Barang yang diwakafkan juga bukan barang yang terlarang/haram zatnya maupun terlarang/haram hakikatnya seperti barang hasil curian. Sebab wakaf hanya terbatas pada hal-hal yang baik dan bermanfaat bagi masyarakat banyak, baik untuk beribadah kepada Allah secara langsung (vertikal) maupun hubungan sesama manusia (horisontal)

6. Mengganti barang wakaf
Prinsip-prinsip wakaf di atas adalah pemilikan terhadap manfaat suatu barang. Barang asalnya tetap, tidak boleh diberikan, dijual atau dibagikan. Maka barang yang diwakafkan tidak boleh diganti.

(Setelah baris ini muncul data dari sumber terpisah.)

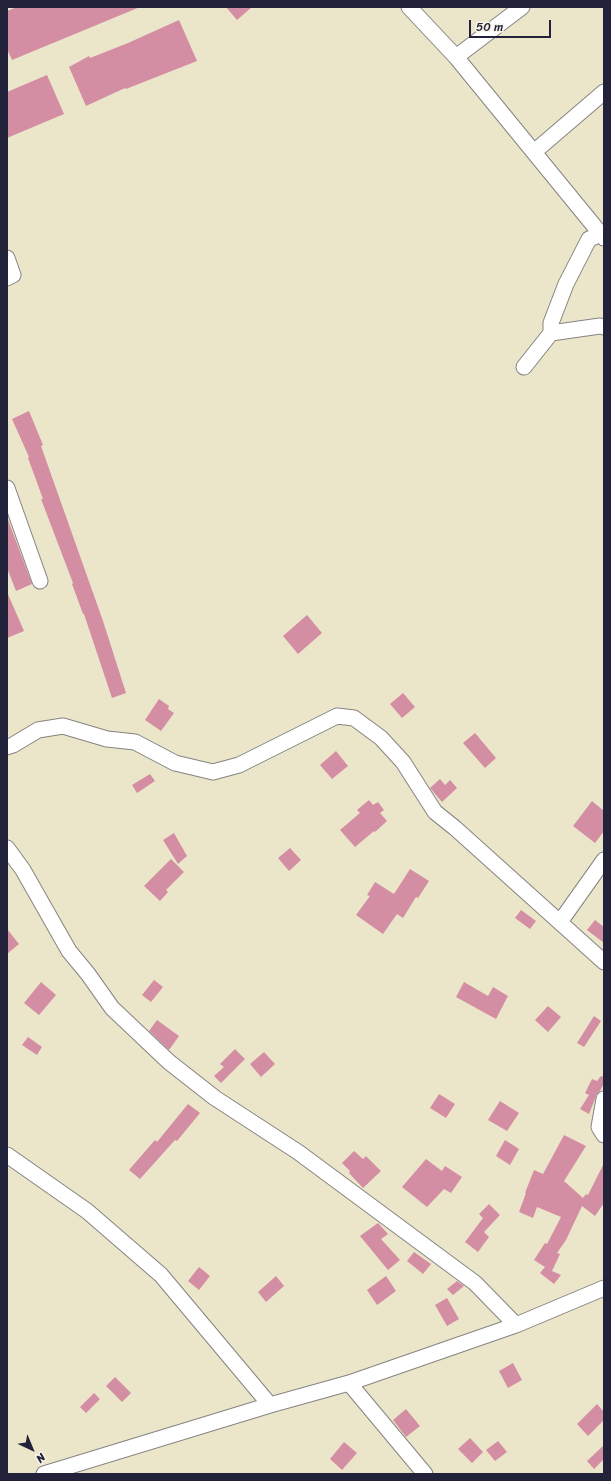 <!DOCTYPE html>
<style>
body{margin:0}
#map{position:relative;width:611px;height:1481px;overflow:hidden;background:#ebe5c9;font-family:Sriracha,sans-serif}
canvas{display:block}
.frame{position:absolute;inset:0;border:8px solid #22223b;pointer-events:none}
.north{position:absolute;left:12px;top:1429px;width:40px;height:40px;-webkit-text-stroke:3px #f7f3e8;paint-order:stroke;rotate:136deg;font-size:11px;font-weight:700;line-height:16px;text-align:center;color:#22223b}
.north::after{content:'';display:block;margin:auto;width:14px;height:18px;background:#22223b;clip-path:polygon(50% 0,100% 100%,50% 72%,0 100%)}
.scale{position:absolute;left:469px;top:20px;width:82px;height:18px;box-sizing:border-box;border:2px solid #22223b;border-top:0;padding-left:5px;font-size:12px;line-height:14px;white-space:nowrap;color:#22223b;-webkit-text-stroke:3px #f7f3e8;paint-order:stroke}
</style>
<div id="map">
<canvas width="611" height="1481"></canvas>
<div class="frame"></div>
<div class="north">N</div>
<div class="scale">50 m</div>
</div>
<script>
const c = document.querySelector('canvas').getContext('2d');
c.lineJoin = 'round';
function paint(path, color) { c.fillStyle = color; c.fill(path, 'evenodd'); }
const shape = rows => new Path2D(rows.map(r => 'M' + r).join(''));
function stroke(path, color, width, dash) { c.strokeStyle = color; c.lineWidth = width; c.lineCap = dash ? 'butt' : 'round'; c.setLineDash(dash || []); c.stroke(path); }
paint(shape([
 [17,7,140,7,12,60,7,49,7,11],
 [226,7,252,7,237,20],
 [179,20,197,61,126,89,125,88,86,106,69,67,89,56,90,58,128,43],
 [47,75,64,114,7,138,7,92],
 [29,411,43,445,41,446,103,621,126,693,112,698,84,614,83,614,72,584,73,583,41,499,43,499,28,458,29,457,12,419],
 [7,517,32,584,16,591,7,568],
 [7,592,24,631,7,638],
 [307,615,322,633,298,654,283,636],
 [403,693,415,707,402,718,390,704],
 [159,699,169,706,168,709,174,713,161,731,145,720],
 [475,733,496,758,485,768,463,743],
 [336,751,348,766,332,779,320,765],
 [150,774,155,781,137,793,132,785],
 [440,779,445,785,450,780,457,788,442,802,430,788],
 [369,800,373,805,378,802,384,810,380,813,387,821,375,832,374,831,355,847,340,830,360,813,357,810],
 [592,801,604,811,604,831,595,843,573,826],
 [174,833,187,856,178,864,163,840],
 [290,848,301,860,289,871,278,858],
 [171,859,184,872,166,890,168,892,160,901,144,886],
 [410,869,429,881,418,898,416,897,403,918,397,914,383,934,356,915,370,896,367,895,375,882,394,894],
 [521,910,536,921,530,929,515,918],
 [595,920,604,927,604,943,587,930],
 [7,929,19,944,7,954],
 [154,980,163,987,151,1002,142,995],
 [41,982,56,995,39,1015,24,1003],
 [464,982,488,996,493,987,508,996,496,1019,456,997],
 [548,1006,561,1017,548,1032,535,1020],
 [594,1016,601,1021,584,1047,577,1043],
 [157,1020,179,1036,169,1050,149,1031],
 [28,1037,42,1047,37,1055,22,1045],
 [235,1049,245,1059,221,1083,214,1076,224,1067,220,1064],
 [264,1052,275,1064,261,1077,250,1064],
 [601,1076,604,1077,604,1083,600,1091,597,1094,589,1114,580,1109,589,1095,585,1093,592,1079,597,1081],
 [439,1094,455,1104,446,1118,430,1108],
 [500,1101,519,1113,507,1131,488,1120],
 [188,1104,200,1113,177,1141,175,1140,140,1179,129,1170,155,1140,157,1142],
 [564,1135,586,1146,564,1181,583,1198,586,1194,588,1195,604,1163,604,1203,595,1216,582,1206,566,1240,557,1253,560,1254,552,1271,561,1275,554,1284,540,1273,545,1267,534,1260,545,1243,547,1244,561,1217,537,1207,533,1218,519,1212,526,1193,525,1193,534,1170,543,1174],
 [505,1140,519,1149,510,1165,496,1156],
 [354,1151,363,1159,366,1156,381,1171,363,1188,349,1173,350,1171,342,1163],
 [426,1159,442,1171,445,1166,462,1177,451,1193,444,1189,427,1207,402,1187],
 [489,1204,500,1215,484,1232,489,1237,478,1252,465,1242,483,1218,479,1214],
 [378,1223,388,1234,381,1239,400,1260,388,1270,360,1236],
 [414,1252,431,1264,423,1274,407,1261],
 [199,1267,210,1276,199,1290,188,1281],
 [276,1276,284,1286,266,1302,258,1292],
 [386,1276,396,1291,377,1305,367,1290],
 [457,1281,464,1286,453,1295,447,1289],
 [447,1298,459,1319,447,1326,435,1305],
 [513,1363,522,1380,508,1388,499,1371],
 [115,1377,131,1393,122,1402,106,1386],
 [94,1393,100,1399,86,1413,80,1407],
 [597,1404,604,1412,604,1420,588,1436,577,1424],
 [406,1409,420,1426,406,1437,393,1420],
 [470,1438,483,1452,472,1463,458,1449],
 [498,1441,507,1452,495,1461,486,1450],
 [344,1442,357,1453,342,1470,330,1459],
 [604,1445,604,1459,594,1469,587,1461]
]), '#d48ea4');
const minor = shape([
 [409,7,456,57,604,238],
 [456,57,522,7],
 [534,152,604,92],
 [7,258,13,275,7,278],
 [551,333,600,326,604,327],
 [524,367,551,333,551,323,566,284,589,239,604,233],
 [7,488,40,581],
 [7,747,13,745,38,730,63,726,107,739,135,742,175,763,213,772,239,765,337,716,354,718,381,738,403,762,435,812,455,828,604,962],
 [7,848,23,870,69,951,88,974,112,1008,169,1062,215,1098,298,1152,475,1283,516,1325],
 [560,922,604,860],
 [604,1099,599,1127,604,1135],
 [7,1155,87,1211,161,1275,270,1405],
 [349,1383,425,1474],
 [44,1474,270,1405,349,1383,516,1325,604,1288]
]);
stroke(minor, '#868482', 17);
stroke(minor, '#fff', 15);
</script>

Namun persoalannya akan lain jika misalnya barang wakaf itu tadi sudah tidak dapat dimanfaatkan, kecuali dengan memperhitungkan harga atau nilai jual setelah barang tersebut dijual. Artinya hasil jualnya dibelikan gantinya. Dalam keadaan seperti ini mengganti barang wakaf dibolehkan.
Adapun sebab-sebab penggantian barang wakaf antara lain sebagaimana di bawah ini:
a.       Penggantian karena rusak, sehingga manfaatnya berkurang atau mungkin hilang. Misalnya wakaf sound system yang sudah rusak karena sudah lama dipakai. Lalu diganti dengan yang lebih baik. Contoh lain misalnya mengganti (membangun) masjid yang rusak. Meskipun bangunan masjid tersebut adalah wakaf, tapi karena manfaatnya semakin hilang, maka dibolehkan untuk menggantikannya agar dapat mencapai maksud yang sebenarnya.
b.      Penggantian karena kepentingan yang lebih besar. Misalnya mengganti masjid dengan yang lebih layak lagi bagi kepentingan penduduk setempat. Ini diperbolehkan oleh Imam Ahmad, yang berdalih bahwa Umar bin Khattab memindahkan masjid Kufah ke tempat yang lain yang lebih layak. Sementara masjid lama tanahnya dijadikan pasar buah-buahan.
Demikian juga bila yang diwakafkan itu menghasilkan sesuatu, boleh juga diganti dengan yang lebih baik. Misalnya wakaf warung/kedai, kebun dan lain-lain. Yang demikian itu adalah pendapat Abu Tsaur dan ulama-ulama lainnya seperti Abu Ubaid bin Harbawaihi. Hal ini merupakan kias dari ucapan Imam Ahmad tentang pemindahan masjid. Bahkan diperbolehkan menggantikan bangunan masjid dengan bukan masjid karena karena alasan kemashlahatan atau manfaat, akan tetapi Imam Syafi’i melarang menggantikan masjid, hadiah dan tanah wakaf dengan yang lain.
c.       Penggantian karena kebutuhan. misalnya kuda perang yang diwakafkan, dijual dan harganya/uang penjualannya dibelikan kepada sesuatu yang lebih dibutuhkan masyarakat. Menggantikan wakaf semen untuk bangunan masjid karena jumlahnya sudah  terlalu banyak, lalu dijual dan dibelikan ubin yang sangat dibutuhkan dan lain-lain.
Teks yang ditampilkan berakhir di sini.